We know a great deal more about Whitefield’s audiences because of a recent study by Braxton Boren, a Ph.D. student in acoustics at New York University. Boren concluded that, in fact, Whitefield’s voice probably could have reached the kind of crowd sizes that Franklin estimated. But if he did, it signals that Whitefield — who had a background in the theater — was able to project his voice quite effectively, and that he could preach at an extraordinarily loud volume.

Even given those speaking gifts, we must understand that a colonial American audience would have understood that “hearing” Whitefield did not necessarily mean picking out every single word, particularly if you were not close to the front of the crowd. Some of the people on the margins would have been able to understand only a few words, or none at all. But a Whitefield sermon was such a sensational event that many people would have been willing to attend even under less-than-optimal acoustic conditions!

BONUS: If you could go on a time traveling adventure with George Whitefield, where would you go and why?

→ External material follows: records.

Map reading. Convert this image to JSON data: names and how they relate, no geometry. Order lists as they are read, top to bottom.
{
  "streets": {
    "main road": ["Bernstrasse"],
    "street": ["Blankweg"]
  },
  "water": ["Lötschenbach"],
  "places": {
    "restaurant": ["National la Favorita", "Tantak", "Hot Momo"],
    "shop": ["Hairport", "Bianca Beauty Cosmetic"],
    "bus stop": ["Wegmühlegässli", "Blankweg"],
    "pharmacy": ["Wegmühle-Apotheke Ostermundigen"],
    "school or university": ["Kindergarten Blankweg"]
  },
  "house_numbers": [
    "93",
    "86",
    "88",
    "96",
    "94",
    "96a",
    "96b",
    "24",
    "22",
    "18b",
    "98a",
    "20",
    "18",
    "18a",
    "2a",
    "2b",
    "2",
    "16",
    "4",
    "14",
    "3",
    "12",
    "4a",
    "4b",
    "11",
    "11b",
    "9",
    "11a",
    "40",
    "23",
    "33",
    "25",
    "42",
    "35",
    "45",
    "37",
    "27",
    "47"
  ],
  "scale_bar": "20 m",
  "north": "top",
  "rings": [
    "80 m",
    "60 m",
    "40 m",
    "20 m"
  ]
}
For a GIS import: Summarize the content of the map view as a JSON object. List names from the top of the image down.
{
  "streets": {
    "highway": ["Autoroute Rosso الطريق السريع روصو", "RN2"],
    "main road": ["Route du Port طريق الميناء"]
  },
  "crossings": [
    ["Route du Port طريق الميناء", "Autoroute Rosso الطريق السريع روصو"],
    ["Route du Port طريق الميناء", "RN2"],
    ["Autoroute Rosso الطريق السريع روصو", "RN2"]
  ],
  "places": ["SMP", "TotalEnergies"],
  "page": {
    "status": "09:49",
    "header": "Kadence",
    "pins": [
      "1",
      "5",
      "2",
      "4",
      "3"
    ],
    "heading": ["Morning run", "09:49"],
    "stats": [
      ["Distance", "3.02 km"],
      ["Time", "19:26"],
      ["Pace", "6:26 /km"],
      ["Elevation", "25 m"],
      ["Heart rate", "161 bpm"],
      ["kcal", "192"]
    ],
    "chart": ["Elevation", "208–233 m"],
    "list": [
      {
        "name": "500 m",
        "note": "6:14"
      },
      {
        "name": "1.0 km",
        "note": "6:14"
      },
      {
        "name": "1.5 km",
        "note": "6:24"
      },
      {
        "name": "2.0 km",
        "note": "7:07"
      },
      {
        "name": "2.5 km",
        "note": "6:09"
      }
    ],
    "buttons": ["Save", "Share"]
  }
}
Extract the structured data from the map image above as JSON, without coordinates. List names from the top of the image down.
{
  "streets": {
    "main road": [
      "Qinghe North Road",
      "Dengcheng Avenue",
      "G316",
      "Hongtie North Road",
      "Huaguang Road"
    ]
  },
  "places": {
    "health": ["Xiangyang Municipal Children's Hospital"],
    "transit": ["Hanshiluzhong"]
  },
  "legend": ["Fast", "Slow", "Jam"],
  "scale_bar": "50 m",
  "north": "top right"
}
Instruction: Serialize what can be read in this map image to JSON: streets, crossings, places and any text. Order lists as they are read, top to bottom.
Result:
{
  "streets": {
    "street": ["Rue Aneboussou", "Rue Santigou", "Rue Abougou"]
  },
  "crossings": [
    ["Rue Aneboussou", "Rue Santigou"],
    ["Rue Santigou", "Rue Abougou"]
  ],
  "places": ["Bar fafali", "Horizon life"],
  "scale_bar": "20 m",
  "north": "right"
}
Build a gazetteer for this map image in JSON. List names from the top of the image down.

TK: I would love to go with Whitefield on his initial visit to Northampton in October 1740, when he met Jonathan Edwards and his family, and preached at Edwards’ church. It was an emotional moment: the normally somber Edwards wept during Whitefield’s sermon. As I mentioned, Edwards would develop certain reservations about Whitefield’s ministry, but overall Edwards regarded the Great Awakening — in which Whitefield was the indispensable human figure — as “the dawning of a day of God’s might, power, and glorious grace.”